Problem details: Copy the lines of the data below exactly, starting at the first and stopping after the line that contains "solid #fff;border-radius:50%;background:#1a73e8;box-shadow:0 0"; include no pictures.

Records for this task:
========
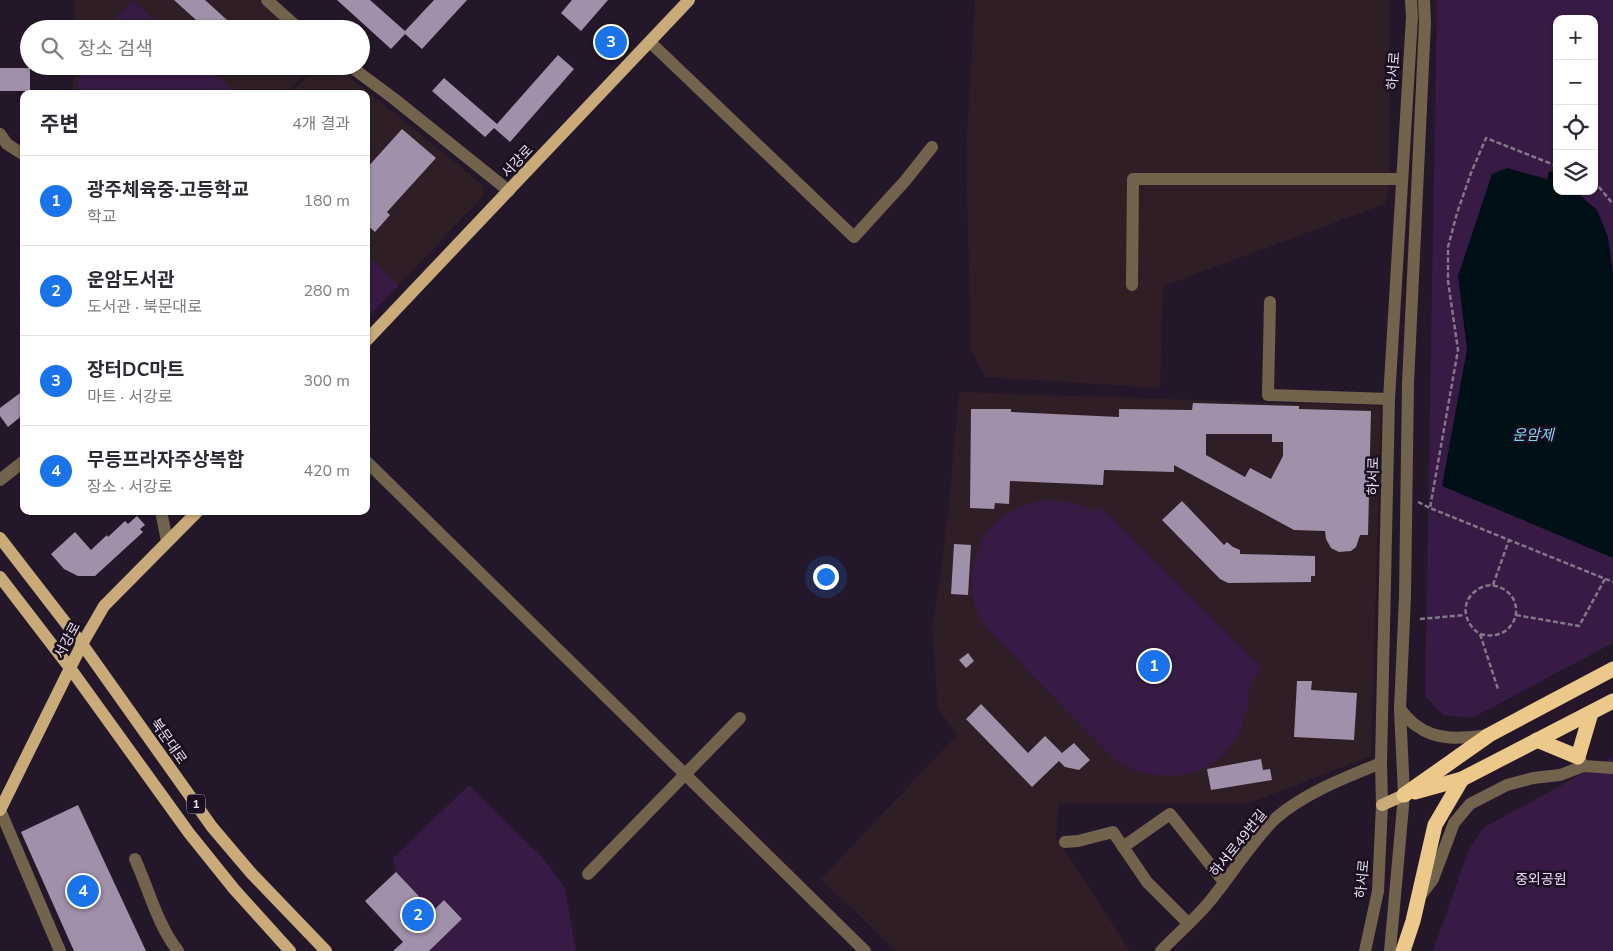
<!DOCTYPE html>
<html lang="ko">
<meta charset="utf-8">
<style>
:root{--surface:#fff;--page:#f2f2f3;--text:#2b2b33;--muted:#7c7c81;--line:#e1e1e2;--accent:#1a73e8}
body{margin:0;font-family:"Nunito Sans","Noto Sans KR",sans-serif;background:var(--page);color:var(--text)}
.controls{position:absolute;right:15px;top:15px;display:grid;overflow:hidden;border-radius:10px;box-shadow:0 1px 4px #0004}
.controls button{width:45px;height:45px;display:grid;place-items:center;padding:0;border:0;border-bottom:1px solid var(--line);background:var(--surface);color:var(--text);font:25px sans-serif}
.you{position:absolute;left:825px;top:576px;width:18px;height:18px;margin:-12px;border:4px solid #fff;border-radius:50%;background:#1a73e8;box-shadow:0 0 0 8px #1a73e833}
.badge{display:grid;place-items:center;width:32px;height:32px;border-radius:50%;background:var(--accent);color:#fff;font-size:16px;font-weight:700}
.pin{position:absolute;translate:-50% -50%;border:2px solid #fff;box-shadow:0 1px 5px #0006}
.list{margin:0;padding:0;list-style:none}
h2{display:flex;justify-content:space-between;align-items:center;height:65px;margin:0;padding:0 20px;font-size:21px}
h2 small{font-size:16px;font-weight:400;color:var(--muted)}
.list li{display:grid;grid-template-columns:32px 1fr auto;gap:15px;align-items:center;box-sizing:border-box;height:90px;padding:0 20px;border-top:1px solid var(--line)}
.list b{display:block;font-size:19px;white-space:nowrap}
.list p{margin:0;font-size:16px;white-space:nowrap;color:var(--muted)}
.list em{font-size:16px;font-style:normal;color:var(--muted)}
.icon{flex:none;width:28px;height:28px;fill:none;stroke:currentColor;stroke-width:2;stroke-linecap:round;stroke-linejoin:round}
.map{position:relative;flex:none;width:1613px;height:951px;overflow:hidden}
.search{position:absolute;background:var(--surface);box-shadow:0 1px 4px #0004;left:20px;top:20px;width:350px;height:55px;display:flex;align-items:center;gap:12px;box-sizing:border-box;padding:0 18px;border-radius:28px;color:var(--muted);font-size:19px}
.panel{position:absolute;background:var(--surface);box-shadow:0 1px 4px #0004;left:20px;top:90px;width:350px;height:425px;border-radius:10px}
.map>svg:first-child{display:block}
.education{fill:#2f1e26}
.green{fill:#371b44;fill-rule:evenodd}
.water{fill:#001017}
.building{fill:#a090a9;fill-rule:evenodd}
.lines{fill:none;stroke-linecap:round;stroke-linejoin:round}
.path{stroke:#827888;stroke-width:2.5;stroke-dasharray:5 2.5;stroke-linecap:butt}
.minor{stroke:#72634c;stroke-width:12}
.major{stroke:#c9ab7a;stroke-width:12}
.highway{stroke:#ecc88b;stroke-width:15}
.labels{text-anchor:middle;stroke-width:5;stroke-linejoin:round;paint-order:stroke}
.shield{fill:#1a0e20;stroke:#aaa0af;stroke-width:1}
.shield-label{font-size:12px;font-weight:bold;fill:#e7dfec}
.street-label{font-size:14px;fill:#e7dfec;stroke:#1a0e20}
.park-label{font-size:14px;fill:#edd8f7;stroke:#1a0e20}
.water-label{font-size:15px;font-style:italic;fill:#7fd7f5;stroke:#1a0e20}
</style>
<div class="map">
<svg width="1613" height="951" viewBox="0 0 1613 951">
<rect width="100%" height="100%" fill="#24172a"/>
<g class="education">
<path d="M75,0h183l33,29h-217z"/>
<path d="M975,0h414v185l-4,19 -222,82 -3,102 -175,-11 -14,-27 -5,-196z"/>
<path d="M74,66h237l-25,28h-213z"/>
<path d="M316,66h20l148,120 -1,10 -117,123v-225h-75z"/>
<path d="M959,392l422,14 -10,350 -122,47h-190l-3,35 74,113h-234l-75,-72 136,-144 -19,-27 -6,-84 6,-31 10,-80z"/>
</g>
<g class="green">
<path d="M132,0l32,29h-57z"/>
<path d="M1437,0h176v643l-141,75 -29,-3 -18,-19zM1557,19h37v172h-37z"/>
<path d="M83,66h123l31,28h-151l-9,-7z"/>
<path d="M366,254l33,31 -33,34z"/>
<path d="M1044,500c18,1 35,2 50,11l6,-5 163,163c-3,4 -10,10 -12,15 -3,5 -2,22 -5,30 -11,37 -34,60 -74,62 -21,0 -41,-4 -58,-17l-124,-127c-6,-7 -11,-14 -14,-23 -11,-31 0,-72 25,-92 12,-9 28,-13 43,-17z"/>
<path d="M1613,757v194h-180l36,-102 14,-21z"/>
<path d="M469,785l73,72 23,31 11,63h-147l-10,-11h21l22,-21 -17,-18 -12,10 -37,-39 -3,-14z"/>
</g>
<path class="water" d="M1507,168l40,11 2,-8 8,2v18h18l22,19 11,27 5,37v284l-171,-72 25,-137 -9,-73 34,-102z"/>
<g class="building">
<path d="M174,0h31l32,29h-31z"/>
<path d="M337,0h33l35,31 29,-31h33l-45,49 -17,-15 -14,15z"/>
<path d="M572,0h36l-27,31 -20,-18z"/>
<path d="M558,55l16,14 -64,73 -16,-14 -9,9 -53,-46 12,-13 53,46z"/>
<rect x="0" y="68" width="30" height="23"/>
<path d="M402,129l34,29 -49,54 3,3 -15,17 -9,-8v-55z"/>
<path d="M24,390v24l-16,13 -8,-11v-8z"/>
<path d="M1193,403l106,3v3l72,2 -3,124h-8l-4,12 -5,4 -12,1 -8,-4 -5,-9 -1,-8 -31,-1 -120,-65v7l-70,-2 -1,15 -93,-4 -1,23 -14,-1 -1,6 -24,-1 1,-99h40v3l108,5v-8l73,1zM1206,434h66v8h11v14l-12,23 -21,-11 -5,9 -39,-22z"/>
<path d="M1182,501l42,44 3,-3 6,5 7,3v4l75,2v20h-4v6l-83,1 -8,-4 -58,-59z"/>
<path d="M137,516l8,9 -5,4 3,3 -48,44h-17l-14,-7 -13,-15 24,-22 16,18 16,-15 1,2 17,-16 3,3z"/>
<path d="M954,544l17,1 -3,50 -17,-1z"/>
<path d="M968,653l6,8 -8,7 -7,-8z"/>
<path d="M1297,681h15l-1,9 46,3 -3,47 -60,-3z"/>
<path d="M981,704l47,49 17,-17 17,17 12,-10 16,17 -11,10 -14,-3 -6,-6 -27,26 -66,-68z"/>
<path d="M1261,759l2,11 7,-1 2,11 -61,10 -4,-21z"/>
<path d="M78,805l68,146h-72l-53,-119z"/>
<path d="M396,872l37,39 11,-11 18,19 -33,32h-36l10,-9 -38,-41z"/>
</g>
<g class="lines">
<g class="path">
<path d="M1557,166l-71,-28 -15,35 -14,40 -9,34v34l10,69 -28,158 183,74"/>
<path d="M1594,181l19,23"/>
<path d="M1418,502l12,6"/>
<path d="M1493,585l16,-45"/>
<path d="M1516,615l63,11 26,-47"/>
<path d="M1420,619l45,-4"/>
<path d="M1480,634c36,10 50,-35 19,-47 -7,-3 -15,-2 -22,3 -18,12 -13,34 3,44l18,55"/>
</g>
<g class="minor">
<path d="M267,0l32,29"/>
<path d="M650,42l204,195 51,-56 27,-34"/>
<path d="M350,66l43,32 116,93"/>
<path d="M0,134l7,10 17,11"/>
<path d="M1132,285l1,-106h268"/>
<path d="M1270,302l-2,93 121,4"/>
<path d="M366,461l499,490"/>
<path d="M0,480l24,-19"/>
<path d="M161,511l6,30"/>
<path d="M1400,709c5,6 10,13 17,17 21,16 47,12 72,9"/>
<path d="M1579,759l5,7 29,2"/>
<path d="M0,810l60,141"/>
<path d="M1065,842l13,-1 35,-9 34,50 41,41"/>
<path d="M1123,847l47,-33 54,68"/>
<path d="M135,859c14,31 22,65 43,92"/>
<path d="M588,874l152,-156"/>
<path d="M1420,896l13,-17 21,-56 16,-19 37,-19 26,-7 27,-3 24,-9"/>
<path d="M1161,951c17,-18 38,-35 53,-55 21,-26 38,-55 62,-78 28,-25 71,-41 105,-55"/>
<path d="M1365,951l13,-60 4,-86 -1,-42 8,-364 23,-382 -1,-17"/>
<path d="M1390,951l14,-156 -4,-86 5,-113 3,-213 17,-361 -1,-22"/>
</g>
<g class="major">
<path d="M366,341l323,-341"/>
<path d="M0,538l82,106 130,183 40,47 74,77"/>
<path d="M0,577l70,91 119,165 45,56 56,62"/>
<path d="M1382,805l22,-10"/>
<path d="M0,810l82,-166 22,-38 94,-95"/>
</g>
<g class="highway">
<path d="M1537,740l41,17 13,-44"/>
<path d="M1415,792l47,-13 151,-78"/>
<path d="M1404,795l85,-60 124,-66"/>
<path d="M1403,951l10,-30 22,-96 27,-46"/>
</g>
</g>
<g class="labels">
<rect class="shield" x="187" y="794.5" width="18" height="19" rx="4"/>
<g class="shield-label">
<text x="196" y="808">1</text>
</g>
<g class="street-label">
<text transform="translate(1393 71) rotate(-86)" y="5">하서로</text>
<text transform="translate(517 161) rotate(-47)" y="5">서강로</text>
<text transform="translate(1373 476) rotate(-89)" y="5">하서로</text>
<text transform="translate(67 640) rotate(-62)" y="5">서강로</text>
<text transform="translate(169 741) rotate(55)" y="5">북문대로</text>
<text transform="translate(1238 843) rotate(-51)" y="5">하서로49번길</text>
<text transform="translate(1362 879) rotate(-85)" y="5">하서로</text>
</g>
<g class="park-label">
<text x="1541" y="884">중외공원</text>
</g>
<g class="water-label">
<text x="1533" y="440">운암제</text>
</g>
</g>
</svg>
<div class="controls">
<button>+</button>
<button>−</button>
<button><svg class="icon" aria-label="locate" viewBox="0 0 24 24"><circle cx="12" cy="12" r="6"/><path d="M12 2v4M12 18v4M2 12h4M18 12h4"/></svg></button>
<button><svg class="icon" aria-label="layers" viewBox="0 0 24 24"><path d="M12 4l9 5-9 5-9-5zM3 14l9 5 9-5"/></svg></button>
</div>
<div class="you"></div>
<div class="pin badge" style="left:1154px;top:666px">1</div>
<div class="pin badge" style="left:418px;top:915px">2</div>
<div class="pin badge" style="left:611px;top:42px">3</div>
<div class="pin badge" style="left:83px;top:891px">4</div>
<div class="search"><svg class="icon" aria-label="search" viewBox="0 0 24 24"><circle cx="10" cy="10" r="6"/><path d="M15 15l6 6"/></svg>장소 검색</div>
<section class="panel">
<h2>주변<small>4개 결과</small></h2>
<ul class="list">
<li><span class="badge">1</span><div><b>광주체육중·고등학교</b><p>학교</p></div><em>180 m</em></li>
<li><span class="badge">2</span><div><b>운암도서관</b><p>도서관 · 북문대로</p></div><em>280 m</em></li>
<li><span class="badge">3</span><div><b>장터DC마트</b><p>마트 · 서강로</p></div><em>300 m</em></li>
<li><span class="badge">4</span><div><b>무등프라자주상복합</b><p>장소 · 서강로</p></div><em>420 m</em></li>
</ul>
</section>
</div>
========
Exercise response:
<!DOCTYPE html>
<html lang="ko">
<meta charset="utf-8">
<style>
:root{--surface:#fff;--page:#f2f2f3;--text:#2b2b33;--muted:#7c7c81;--line:#e1e1e2;--accent:#1a73e8}
body{margin:0;font-family:"Nunito Sans","Noto Sans KR",sans-serif;background:var(--page);color:var(--text)}
.controls{position:absolute;right:15px;top:15px;display:grid;overflow:hidden;border-radius:10px;box-shadow:0 1px 4px #0004}
.controls button{width:45px;height:45px;display:grid;place-items:center;padding:0;border:0;border-bottom:1px solid var(--line);background:var(--surface);color:var(--text);font:25px sans-serif}
.you{position:absolute;left:825px;top:576px;width:18px;height:18px;margin:-12px;border:4px solid #fff;border-radius:50%;background:#1a73e8;box-shadow:0 0 0 8px #1a73e833}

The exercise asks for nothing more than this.